That information wasn’t publicly available to anyone who does not have a Bloomberg terminal. It wasn’t posted on Janus’s website. In fact, it took several minutes before it appeared in any place the general public has access to.
So is Bloomberg aiding insider trading? Of course not. It’s a journalistic enterprise whose right to report information is protected by the First Amendment. That’s true even if the information is ‘non-public’ and has obviously been leaked by an insider. And, although it’s less clearly spelled out in the constitution, the right to gate the information so that it is only available to subscribers is probably protected as well.
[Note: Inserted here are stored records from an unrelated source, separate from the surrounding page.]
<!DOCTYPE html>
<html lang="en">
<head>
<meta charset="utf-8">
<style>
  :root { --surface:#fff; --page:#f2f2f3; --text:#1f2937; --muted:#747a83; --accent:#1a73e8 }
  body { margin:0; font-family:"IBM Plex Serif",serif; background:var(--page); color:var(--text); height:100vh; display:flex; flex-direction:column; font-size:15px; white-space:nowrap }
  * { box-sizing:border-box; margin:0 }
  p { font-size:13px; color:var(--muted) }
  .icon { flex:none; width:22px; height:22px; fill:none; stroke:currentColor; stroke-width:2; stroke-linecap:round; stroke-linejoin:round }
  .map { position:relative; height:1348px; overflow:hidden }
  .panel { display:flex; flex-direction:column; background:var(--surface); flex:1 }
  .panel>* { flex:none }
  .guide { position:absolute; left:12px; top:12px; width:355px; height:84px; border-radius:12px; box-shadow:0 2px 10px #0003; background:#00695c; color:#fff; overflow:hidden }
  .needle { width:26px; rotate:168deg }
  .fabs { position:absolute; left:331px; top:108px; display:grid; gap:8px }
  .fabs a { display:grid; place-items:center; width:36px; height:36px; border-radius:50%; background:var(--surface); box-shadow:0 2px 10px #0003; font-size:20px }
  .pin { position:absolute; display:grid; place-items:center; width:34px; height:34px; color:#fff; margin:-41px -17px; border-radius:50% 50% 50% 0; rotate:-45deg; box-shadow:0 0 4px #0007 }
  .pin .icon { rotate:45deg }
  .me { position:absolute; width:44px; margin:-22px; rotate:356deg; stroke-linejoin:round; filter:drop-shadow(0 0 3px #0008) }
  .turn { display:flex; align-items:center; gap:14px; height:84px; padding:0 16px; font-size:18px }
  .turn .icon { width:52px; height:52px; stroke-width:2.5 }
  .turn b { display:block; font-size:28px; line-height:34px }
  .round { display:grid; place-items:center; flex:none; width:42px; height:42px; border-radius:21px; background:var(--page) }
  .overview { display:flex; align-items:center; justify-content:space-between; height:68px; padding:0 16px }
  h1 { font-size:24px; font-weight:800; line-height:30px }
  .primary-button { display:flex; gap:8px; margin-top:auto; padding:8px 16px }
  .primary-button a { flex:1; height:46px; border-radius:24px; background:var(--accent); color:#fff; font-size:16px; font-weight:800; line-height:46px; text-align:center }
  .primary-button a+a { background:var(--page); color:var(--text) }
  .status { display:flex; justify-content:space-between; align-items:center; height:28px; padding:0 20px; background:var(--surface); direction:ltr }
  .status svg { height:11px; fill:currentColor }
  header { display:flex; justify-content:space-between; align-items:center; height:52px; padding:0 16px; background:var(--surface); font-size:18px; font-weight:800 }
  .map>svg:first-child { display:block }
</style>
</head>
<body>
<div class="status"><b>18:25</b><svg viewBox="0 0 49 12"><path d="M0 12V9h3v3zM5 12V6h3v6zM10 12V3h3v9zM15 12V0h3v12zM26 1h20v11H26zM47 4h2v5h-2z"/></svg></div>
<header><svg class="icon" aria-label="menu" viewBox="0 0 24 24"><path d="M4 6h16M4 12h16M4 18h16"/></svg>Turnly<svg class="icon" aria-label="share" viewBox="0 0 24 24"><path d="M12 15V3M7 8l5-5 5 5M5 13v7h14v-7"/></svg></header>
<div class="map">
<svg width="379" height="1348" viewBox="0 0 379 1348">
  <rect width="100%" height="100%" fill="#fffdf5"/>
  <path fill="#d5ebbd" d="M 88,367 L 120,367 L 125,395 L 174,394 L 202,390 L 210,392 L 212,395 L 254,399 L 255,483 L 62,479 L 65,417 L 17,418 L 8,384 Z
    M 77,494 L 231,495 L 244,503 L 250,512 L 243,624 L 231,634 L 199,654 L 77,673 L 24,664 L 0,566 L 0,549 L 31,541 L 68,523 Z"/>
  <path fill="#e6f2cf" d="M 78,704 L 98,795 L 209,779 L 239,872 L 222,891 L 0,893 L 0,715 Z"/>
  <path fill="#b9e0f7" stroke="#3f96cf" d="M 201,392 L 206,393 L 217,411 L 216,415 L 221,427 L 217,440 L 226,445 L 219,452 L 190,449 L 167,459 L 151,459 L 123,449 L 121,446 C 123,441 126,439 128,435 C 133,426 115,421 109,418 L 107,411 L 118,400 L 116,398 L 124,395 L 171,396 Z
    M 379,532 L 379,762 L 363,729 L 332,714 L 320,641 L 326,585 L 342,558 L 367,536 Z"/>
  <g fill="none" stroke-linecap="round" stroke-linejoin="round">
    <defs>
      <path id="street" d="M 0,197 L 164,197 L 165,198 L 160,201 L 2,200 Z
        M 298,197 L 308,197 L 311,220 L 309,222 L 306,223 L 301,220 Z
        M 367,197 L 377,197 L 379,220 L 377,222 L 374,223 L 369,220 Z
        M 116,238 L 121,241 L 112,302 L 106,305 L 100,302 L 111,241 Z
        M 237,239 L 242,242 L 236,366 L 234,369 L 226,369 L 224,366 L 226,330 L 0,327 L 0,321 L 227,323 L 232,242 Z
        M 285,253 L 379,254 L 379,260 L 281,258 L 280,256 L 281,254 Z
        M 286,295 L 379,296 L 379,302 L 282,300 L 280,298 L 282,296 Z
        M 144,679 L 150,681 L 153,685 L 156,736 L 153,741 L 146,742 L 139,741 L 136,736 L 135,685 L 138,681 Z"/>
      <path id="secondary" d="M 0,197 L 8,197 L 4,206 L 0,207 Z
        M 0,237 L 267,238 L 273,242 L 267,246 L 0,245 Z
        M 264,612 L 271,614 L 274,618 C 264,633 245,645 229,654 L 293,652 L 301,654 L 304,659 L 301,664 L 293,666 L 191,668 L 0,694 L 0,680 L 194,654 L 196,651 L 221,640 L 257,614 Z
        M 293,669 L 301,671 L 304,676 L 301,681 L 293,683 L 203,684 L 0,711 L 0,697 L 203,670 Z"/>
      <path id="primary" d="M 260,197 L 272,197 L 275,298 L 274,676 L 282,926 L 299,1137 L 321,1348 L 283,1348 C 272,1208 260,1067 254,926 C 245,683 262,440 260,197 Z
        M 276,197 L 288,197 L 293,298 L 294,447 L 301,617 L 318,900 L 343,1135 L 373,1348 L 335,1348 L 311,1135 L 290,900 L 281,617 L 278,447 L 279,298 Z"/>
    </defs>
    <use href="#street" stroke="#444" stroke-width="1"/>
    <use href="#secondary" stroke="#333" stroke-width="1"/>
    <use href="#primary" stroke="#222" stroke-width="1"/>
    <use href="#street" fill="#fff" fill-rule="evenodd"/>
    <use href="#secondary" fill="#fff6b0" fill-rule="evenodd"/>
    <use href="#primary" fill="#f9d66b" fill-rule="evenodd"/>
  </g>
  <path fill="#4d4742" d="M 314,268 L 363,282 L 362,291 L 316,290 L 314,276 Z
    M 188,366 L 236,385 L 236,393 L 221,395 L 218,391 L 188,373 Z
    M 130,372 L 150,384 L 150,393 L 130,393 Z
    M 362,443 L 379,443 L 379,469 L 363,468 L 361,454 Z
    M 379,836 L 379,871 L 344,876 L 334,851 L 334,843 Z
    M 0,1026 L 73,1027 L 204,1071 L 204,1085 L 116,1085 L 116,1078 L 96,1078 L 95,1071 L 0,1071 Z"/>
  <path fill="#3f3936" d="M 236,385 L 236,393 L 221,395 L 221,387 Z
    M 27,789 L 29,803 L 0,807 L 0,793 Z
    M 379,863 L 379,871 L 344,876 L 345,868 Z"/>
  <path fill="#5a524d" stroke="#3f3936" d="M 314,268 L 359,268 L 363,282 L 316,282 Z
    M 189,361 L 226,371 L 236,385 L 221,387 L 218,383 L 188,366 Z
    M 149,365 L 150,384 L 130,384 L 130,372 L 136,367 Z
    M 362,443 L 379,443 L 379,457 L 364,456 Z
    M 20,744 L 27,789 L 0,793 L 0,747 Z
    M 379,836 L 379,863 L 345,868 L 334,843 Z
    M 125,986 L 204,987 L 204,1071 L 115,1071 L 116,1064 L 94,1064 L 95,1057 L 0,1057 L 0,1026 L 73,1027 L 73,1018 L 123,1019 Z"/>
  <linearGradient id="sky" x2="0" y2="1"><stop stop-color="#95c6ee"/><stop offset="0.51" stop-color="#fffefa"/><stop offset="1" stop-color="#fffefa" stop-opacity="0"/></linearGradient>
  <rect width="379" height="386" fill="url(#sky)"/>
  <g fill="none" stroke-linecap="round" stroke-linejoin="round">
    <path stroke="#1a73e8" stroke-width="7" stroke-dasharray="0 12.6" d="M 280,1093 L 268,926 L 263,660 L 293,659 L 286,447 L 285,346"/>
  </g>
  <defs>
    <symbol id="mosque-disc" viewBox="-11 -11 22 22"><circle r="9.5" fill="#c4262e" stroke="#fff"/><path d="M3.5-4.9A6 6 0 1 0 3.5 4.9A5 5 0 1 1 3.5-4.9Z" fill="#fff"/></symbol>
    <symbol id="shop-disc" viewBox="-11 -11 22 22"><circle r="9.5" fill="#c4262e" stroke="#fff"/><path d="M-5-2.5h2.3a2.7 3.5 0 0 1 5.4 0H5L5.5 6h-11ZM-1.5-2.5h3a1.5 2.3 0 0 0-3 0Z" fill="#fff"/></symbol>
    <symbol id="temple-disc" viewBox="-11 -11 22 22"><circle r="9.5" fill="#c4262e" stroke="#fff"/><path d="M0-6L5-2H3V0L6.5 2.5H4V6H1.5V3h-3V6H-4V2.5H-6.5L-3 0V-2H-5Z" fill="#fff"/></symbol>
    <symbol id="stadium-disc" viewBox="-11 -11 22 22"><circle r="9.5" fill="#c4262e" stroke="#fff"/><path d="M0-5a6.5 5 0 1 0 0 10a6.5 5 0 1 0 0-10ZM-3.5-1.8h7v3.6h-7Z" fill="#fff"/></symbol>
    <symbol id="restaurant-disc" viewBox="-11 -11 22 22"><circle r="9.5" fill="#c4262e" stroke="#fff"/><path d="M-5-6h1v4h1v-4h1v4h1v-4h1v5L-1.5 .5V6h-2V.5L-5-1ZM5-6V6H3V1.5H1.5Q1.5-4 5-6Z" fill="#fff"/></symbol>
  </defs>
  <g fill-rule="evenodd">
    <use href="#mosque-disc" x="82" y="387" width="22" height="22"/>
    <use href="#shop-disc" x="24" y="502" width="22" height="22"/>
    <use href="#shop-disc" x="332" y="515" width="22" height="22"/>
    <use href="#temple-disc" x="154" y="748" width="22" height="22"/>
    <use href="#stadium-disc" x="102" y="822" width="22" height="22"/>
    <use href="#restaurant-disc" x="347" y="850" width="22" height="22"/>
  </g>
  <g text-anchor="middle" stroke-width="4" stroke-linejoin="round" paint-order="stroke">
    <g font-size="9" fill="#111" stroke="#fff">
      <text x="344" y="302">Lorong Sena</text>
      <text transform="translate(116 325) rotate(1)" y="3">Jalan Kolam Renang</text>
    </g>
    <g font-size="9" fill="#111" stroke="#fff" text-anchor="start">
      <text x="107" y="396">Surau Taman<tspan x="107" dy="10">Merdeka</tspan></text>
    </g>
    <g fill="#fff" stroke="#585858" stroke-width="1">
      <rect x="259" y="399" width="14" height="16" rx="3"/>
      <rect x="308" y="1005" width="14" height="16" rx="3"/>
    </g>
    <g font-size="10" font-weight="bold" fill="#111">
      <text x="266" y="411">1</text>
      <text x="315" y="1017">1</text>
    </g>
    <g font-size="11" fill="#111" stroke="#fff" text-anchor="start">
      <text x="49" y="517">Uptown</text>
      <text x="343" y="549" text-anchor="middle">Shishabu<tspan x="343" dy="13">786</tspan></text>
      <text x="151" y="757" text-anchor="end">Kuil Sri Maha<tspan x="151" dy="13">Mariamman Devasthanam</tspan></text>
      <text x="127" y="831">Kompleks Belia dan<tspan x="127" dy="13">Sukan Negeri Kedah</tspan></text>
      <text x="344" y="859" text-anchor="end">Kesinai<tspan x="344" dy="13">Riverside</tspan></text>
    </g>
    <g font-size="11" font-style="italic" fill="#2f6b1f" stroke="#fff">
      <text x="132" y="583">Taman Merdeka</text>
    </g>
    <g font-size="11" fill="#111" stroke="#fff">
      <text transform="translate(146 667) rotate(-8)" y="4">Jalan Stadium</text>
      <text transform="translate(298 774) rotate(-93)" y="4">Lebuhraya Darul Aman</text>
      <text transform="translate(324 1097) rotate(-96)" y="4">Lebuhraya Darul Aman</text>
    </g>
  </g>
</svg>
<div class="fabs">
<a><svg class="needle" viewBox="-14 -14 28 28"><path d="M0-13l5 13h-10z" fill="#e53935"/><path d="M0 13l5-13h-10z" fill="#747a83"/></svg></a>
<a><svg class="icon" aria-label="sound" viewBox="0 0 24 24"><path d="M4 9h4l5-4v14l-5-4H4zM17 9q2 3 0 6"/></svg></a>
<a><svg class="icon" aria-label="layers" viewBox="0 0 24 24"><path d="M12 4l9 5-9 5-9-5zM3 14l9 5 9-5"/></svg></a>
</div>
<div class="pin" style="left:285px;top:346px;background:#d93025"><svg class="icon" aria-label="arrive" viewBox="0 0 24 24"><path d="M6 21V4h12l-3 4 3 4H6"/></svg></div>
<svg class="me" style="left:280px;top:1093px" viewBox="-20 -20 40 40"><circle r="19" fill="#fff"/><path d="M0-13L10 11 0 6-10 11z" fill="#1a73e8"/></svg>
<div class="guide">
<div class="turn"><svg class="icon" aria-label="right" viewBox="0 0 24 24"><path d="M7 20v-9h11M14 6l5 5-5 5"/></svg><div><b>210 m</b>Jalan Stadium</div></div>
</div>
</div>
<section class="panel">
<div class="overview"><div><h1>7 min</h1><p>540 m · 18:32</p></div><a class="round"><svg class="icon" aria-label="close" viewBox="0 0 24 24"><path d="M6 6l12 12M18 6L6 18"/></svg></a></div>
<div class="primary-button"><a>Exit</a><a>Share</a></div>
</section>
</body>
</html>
Bloomberg probably didn't commit insider trading because it breached no fiduciary duties in disseminating the information and, I assume, neither did their tipster. Although the SEC would like to change that rule, it remains the law of the land.
What John overlooks, in any case, is the <SARCASM>little known SEC exemption to the First Amendment</SARCASM>. The SEC has repeatedly run roughshod over speech protections. It has tried to get prior restraints against people who put out investment newsletters without registering under the 40 Act. It has argued that newspaper ads are proxy solicitations. It compels speech by mandating disclosures. The shareholder proxy rule compels the company to let some self-appointed yahoo put a proposal and supporting statement in the company's proxy statement. The proxy access rule compels speech by requiring the company to include shareholder board nominees in the proxy statement. The SEC has argued that newspapers owe fiduciary duties to the readers in connection with insider trading cases.
As far as the SEC is concerned, there is a tiny footnote to the First Amendment that says "The SEC is exempt herefrom." Unfortunately, it's been all too rare for courts to spank them.